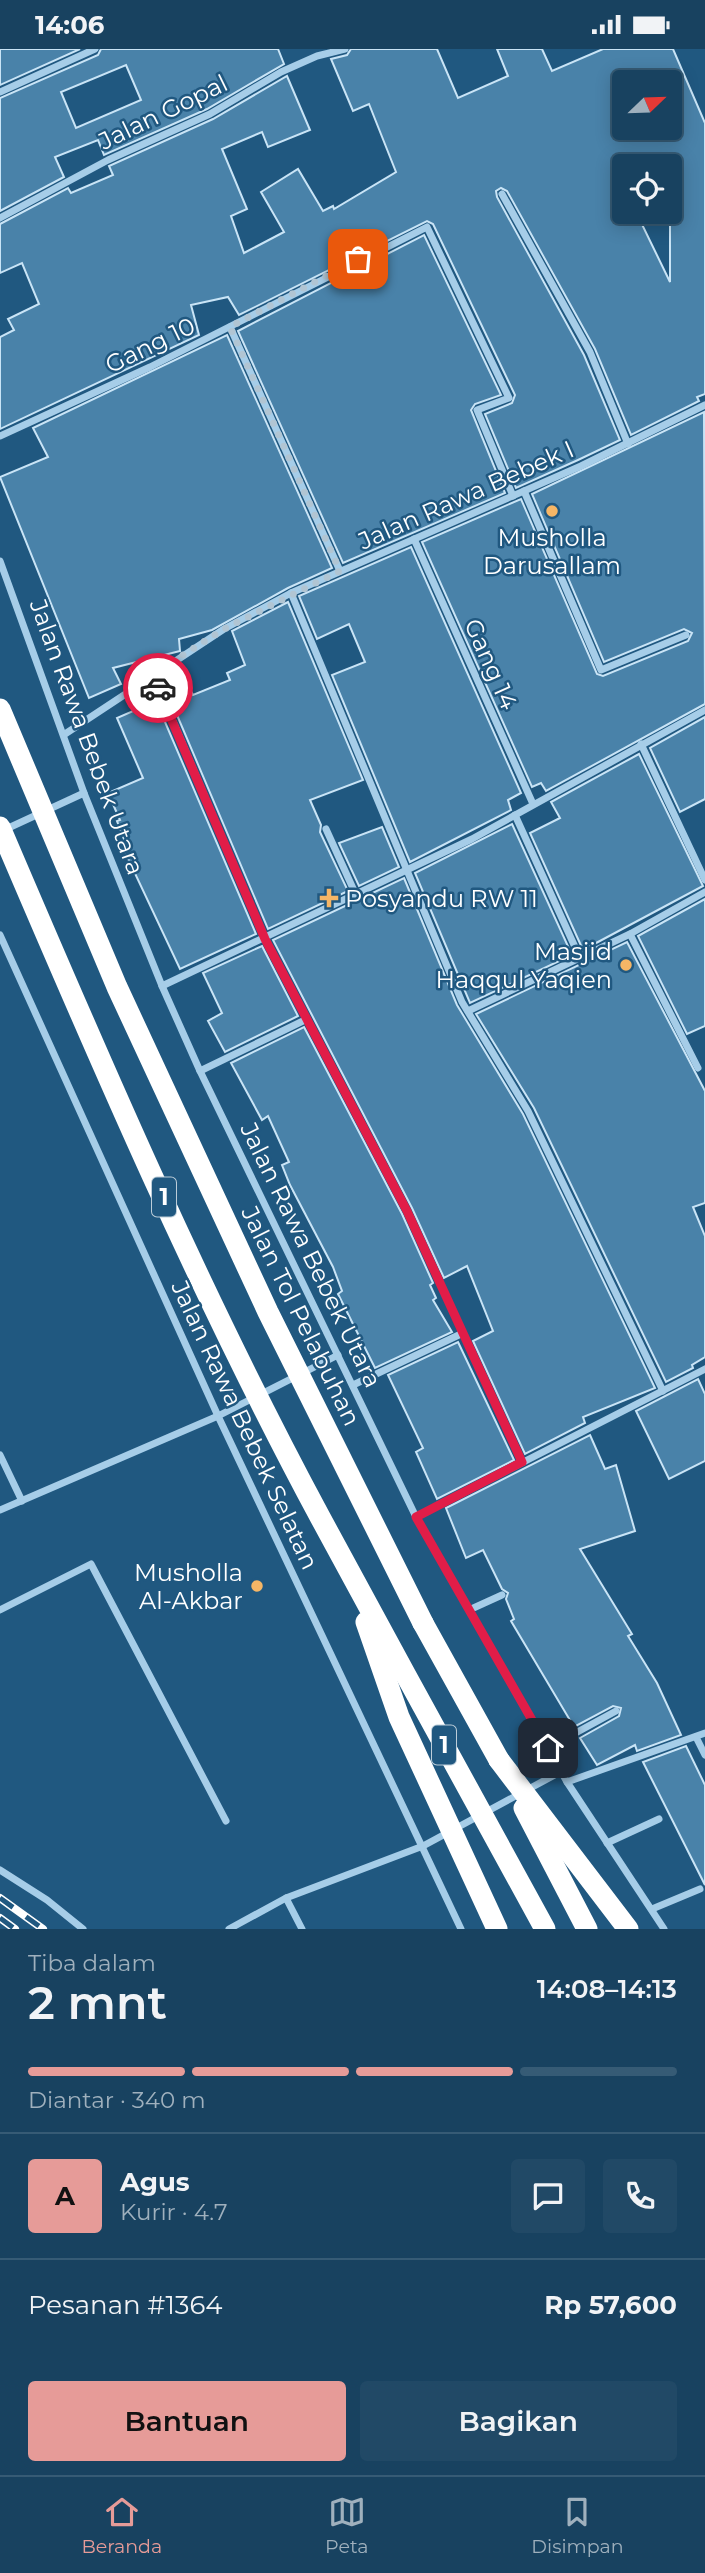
<!DOCTYPE html>
<html lang="id">
<meta charset="utf-8">
<style>
body{margin:0;font-family:Montserrat,sans-serif;background:#214966;color:#f1f3f6;height:100vh;display:flex;flex-direction:column;font-size:26px;white-space:nowrap}
*{box-sizing:border-box;margin:0}
p{font-size:23px;color:#9fb0bd}
.icon{flex:none;width:38px;height:38px;fill:none;stroke:currentColor;stroke-width:2;stroke-linecap:round;stroke-linejoin:round}
.map{position:relative;height:1880px;overflow:hidden}
.sheet{display:flex;flex-direction:column;background:#184260;flex:1}
.sheet>*{flex:none}
.needle{width:46px;rotate:67deg}
.fabs{position:absolute;left:612px;top:21px;display:grid;gap:14px}
.fabs a{display:grid;place-items:center;width:70px;height:70px;border-radius:7px;background:#184260;box-shadow:0 4px 18px #0003,0 0 0 2px #365b75;font-size:35px}
.pin{position:absolute;display:grid;place-items:center;width:60px;height:60px;color:#fff;margin:-30px;border-radius:14px;box-shadow:0 4px 10px #0006}
.courier{position:absolute;display:grid;place-items:center;width:70px;height:70px;margin:-35px;border:5px solid #e11d48;border-radius:50%;background:#fff;color:#222;box-shadow:0 2px 9px #0007}
.overview em{font-style:normal;font-weight:600}
.overview div{display:flex;flex-direction:column-reverse}
.overview{display:flex;align-items:center;justify-content:space-between;height:119px;padding:0 28px}
h1{font-size:46px;font-weight:600;line-height:52px}
.bar{display:grid;grid-template-columns:repeat(4,1fr);gap:10px 7px;align-content:center;height:84px;padding:0 28px}
.bar i{height:9px;border-radius:5px;background:#365b75}
.bar .selected{background:#e69b98}
.bar p{grid-column:span 4}
.line{display:flex;align-items:center;gap:18px;padding:0 28px;border-top:2px solid #365b75}
.line div{flex:1}
.round{display:grid;place-items:center;flex:none;width:74px;height:74px;border-radius:7px;background:#214966}
.action{display:flex;gap:14px;margin-top:auto;padding:14px 28px}
.action a{flex:1;height:80px;border-radius:7px;background:#e69b98;color:#111;font-size:28px;font-weight:600;line-height:80px;text-align:center}
.action a+a{background:#214966;color:#f1f3f6}
.status{display:flex;justify-content:space-between;align-items:center;height:49px;padding:0 35px;background:#184260;direction:ltr}
.status svg{height:19px;fill:currentColor}
.tabs{display:flex;justify-content:space-around;align-items:center;height:98px;border-top:2px solid #365b75;background:#184260;font-size:19px;color:#9fb0bd}
.tabs a{display:grid;justify-items:center;gap:4px}
.tabs .selected{color:#e69b98}
.map>svg:first-child{display:block}
.building{fill:#4982a9;stroke:#c9e4f6;stroke-width:2;fill-rule:evenodd}
.lines{fill:none;stroke-linecap:round;stroke-linejoin:round}
.street{stroke:#a6cde8;stroke-width:7}
.highway{stroke:#fff;stroke-width:21}
.rail-casing{stroke:#fff;stroke-width:8}
.rail{stroke:#205880;stroke-width:5;stroke-dasharray:16;stroke-linecap:butt}
.highway-bridge{stroke:#fff;stroke-width:21}
.done{stroke:#b1c5d3;stroke-width:7;stroke-dasharray:0 12.6}
.route{stroke:#e11d48;stroke-width:9}
.poi-dot{fill:#f5b666;stroke:#205880;stroke-width:2.5}
.labels{text-anchor:middle;dominant-baseline:central;stroke-width:5;stroke-linejoin:round;paint-order:stroke}
.shield{fill:#205880;stroke:#bccdd9;stroke-width:2}
.shield-label{font-size:23px;font-weight:bold;fill:#fff}
.street-label{font-size:24px;fill:#fff;stroke:#205880}
.poi-label{font-size:24px;fill:#fff;stroke:#205880;text-anchor:end}
</style>
<div class="status"><b>14:06</b><svg viewBox="0 0 49 12"><path d="M0 12V9h3v3zM5 12V6h3v6zM10 12V3h3v9zM15 12V0h3v12zM26 1h20v11H26zM47 4h2v5h-2z"/></svg></div>
<div class="map">
<svg width="705" height="1880" viewBox="0 0 705 1880">
<rect width="100%" height="100%" fill="#205880"/>
<!-- building -->
<g class="building">
<path d="M0 0H80L0 36Z"/>
<path d="M101 0H278L284 15 207 60 104 106 98 91 55 108 64 128 0 162V49L98 6ZM126 16 141 51 76 79 61 43Z"/>
<path d="M351 0H437L458 49 508 27 497 0H542L552 22 603 0H673L705 74V345L697 348 699 352 631 386 595 300 507 142 501 139 496 142 497 148 584 306 620 391 578 411 516 439 485 365 512 354 515 346 433 175 427 172 239 266 228 248 191 256 199 286 0 380V288L14 281 8 270 39 255 22 214 0 224V175L68 139 71 144 113 126 109 117 213 70 287 27 310 81 268 98 262 83 222 100 247 160 231 167 244 204 284 183 261 143 298 120 323 162 333 157 334 160 396 123 369 55 353 62 331 10 347 6ZM625 33H670V79H625ZM625 117H670V233L636 163H625Z"/>
<path d="M424 186 501 346 475 355 471 361 505 444 343 514 238 282Z"/>
<path d="M227 286 332 519 288 539 212 581 179 590 180 602 113 619 121 635 89 649 0 428 48 408 33 379Z"/>
<path d="M704 363 705 655 546 742 541 734 532 738 422 493 521 450 597 625 603 627 688 592 692 584 684 580 604 613 532 445Z"/>
<path d="M411 498 521 744 508 751 511 761 410 813 332 626 365 613 349 575 317 590 299 547Z"/>
<path d="M288 553 363 731 310 751 321 776 320 783 348 842 268 880 171 652 191 642 193 646 230 631 227 624 245 616 232 582Z"/>
<path d="M156 652 256 885 180 920 123 799 127 798 117 772 120 771 108 744 143 729 117 669Z"/>
<path d="M705 668V750L680 763 650 699Z"/>
<path d="M639 705 703 837 583 901 530 784 560 769 551 753Z"/>
<path d="M512 775 572 906 470 954 415 824Z"/>
<path d="M382 778 399 818 359 837 339 794Z"/>
<path d="M404 829 457 956 523 1065 655 1339 583 1368 585 1374 525 1405 473 1292 493 1282 467 1217 444 1229 412 1159 273 891Z"/>
<path d="M705 850V977L687 985 638 887Z"/>
<path d="M627 893 705 1042V1154L693 1158 705 1187V1308L692 1316 693 1319 666 1333 534 1059 476 965Z"/>
<path d="M262 897 298 967 225 1003 208 972 222 964 203 924Z"/>
<path d="M304 978 402 1165 433 1234 430 1236 436 1249 433 1251 452 1283 375 1319 338 1245 342 1242 333 1218 290 1136 282 1116 289 1113 268 1067 262 1071 231 1014Z"/>
<path d="M458 1293 514 1411 437 1450 416 1403 423 1399 388 1326Z"/>
<path d="M698 1330 705 1345V1412L669 1430 636 1362Z"/>
<path d="M590 1386 605 1420 616 1416 635 1482 580 1500 632 1585 628 1587 657 1634 681 1686 637 1702 635 1696 597 1716 580 1689 619 1667 621 1659 613 1657 574 1678 511 1572 514 1570 506 1550 508 1544 502 1540 483 1501 466 1509 446 1459Z"/>
<path d="M686 1697 705 1736V1836L643 1713Z"/>
</g>
<g class="lines">
<!-- street -->
<g class="street">
<path d="M0 43 95 0"/>
<path d="M502 145 590 303 628 395"/>
<path d="M0 169 108 111 210 65 281 23 317 7 345 0"/>
<path d="M230 278 340 522"/>
<path d="M0 387 150 318 427 178 509 349 477 361 513 447"/>
<path d="M524 442 601 621 686 586"/>
<path d="M414 490 533 755"/>
<path d="M0 512 84 744 162 937 200 1022 416 1468 567 1733 664 1880"/>
<path d="M291 544 462 953 528 1062 663 1342"/>
<path d="M153 625 265 890 407 1162 522 1413"/>
<path d="M65 685 224 580 291 544 581 417 705 356"/>
<path d="M641 695 705 831"/>
<path d="M515 766 580 909"/>
<path d="M326 780 356 846"/>
<path d="M4 781 84 744"/>
<path d="M630 885 698 1019"/>
<path d="M0 886 218 1367 461 1880"/>
<path d="M162 937 472 790 705 661"/>
<path d="M468 962 630 885 705 843"/>
<path d="M200 1022 307 970"/>
<path d="M353 1336 463 1284"/>
<path d="M0 1406 22 1452"/>
<path d="M0 1461 218 1367 338 1306"/>
<path d="M416 1468 705 1320"/>
<path d="M0 1561 91 1515 226 1772"/>
<path d="M469 1561 502 1546"/>
<path d="M696 1688 705 1706"/>
<path d="M548 1699 616 1662"/>
<path d="M567 1733 705 1684"/>
<path d="M607 1794 659 1770"/>
<path d="M0 1821 47 1851 83 1880"/>
<path d="M286 1849 302 1880"/>
<path d="M652 1860 700 1840"/>
<path d="M229 1880 286 1849 423 1797 562 1722"/>
</g>
<!-- highway -->
<path class="highway" d="M423 1574 499 1711"/>
<!-- rail casing -->
<g class="rail-casing">
<g id="rail">
<path d="M0 1849 43 1880"/>
<path d="M0 1869 15 1880"/>
</g>
</g>
<!-- rail -->
<use href="#rail" class="rail"/>
<!-- highway-bridge -->
<g class="highway-bridge">
<path d="M0 660 117 938 268 1263 423 1574"/>
<path d="M0 778C99 1010 200 1245 320 1468 394 1606 470 1742 545 1880"/>
<path d="M366 1573 399 1668 497 1880"/>
<path d="M499 1711 628 1880"/>
<path d="M524 1759 587 1880"/>
</g>
</g>
<g class="lines">
<!-- done -->
<path class="done" d="M158 639 153 625 224 580 340 522 230 278 358 210"/>
<!-- route -->
<path class="route" d="M158 639 265 890 407 1162 522 1413 416 1468 548 1699"/>
</g>
<!-- markers -->
<g class="poi-dot">
<circle cx="552" cy="462" r="7"/>
<path d="M325.5 838.5h7v7h7v7h-7v7h-7v-7h-7v-7h7z"/>
<circle cx="626" cy="916" r="7"/>
<circle cx="257" cy="1537" r="7"/>
</g>
<g class="labels">
<!-- shield labels -->
<g class="shield">
<rect x="152" y="1128.5" width="24" height="39" rx="5"/>
<rect x="432" y="1676.5" width="24" height="39" rx="5"/>
</g>
<g class="shield-label">
<text x="164" y="1148">1</text>
<text x="444" y="1696">1</text>
</g>
<!-- street labels -->
<g class="street-label">
<text transform="translate(163 63) rotate(-26)">Jalan Gopal</text>
<text transform="translate(150 296) rotate(-26)">Gang 10</text>
<text transform="translate(466 446) rotate(-24)">Jalan Rawa Bebek I</text>
<text transform="translate(491 615) rotate(66)">Gang 14</text>
<text transform="translate(87 688) rotate(70)">Jalan Rawa Bebek Utara</text>
<text transform="translate(311 1206) rotate(64)">Jalan Rawa Bebek Utara</text>
<text transform="translate(301 1267) rotate(64)">Jalan Tol Pelabuhan</text>
<text transform="translate(245 1376) rotate(65)">Jalan Rawa Bebek Selatan</text>
</g>
<!-- poi labels -->
<g class="poi-label">
<text x="552" y="488" text-anchor="middle">Musholla<tspan x="552" dy="28">Darusallam</tspan></text>
<text x="345" y="849" text-anchor="start">Posyandu RW 11</text>
<text x="612" y="902">Masjid<tspan x="612" dy="28">Haqqul Yaqien</tspan></text>
<text x="243" y="1523">Musholla<tspan x="243" dy="28">Al-Akbar</tspan></text>
</g>
</g>
</svg>
<div class="fabs">
<a><svg class="needle" viewBox="-14 -14 28 28"><path d="M0-13l5 13h-10z" fill="#e53935"/><path d="M0 13l5-13h-10z" fill="#9fb0bd"/></svg></a>
<a><svg class="icon" aria-label="locate" viewBox="0 0 24 24"><circle cx="12" cy="12" r="6"/><path d="M12 2v4M12 18v4M2 12h4M18 12h4"/></svg></a>
</div>
<div class="pin" style="left:358px;top:210px;background:#ea580c"><svg class="icon" aria-label="bag" viewBox="0 0 24 24"><path d="M5 8h14l-1 12H6zM9 8a3 3 0 0 1 6 0"/></svg></div>
<div class="pin" style="left:548px;top:1699px;background:#1f2937"><svg class="icon" aria-label="home" viewBox="0 0 24 24"><path d="M3 11l9-7 9 7M6 9v11h12V9"/></svg></div>
<div class="courier" style="left:158px;top:639px"><svg class="icon" aria-label="car" viewBox="0 0 24 24"><path d="M5 17H2v-5l4-1 3-4h7l3 4 3 1v5h-3M9 17h6M6 11h13"/><circle cx="7" cy="17" r="2"/><circle cx="17" cy="17" r="2"/></svg></div>
</div>
<section class="sheet">
<div class="overview"><div><h1>2 mnt</h1><p>Tiba dalam</p></div><em>14:08–14:13</em></div>
<div class="bar"><i class="selected"></i><i class="selected"></i><i class="selected"></i><i></i><p>Diantar · 340 m</p></div>
<div class="line" style="height:126px"><b class="round" style="background:#e69b98;color:#111">A</b><div><b>Agus</b><p>Kurir · 4.7</p></div><a class="round"><svg class="icon" aria-label="chat" viewBox="0 0 24 24"><path d="M4 5h16v11H9l-5 4z"/></svg></a><a class="round"><svg class="icon" aria-label="phone" viewBox="0 0 24 24"><path d="M5 4h4l2 5-3 2q2 4 5 5l2-3 5 2v4C11 20 4 13 5 4z"/></svg></a></div>
<div class="line" style="height:91px"><div>Pesanan #1364</div><b>Rp 57,600</b></div>
<div class="action"><a>Bantuan</a><a>Bagikan</a></div>
</section>
<nav class="tabs">
<a class="selected"><svg class="icon" aria-label="home" viewBox="0 0 24 24"><path d="M3 11l9-7 9 7M6 9v11h12V9"/></svg>Beranda</a>
<a><svg class="icon" aria-label="map" viewBox="0 0 24 24"><path d="M3 6l6-2 6 2 6-2v14l-6 2-6-2-6 2zM9 4v14M15 6v14"/></svg>Peta</a>
<a><svg class="icon" aria-label="saved" viewBox="0 0 24 24"><path d="M7 4h10v16l-5-4-5 4z"/></svg>Disimpan</a>
</nav>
= = =
**Exercise aim:**
How many lines of the entries above include the word "action"? Reply with the number alone.

**Result:**
4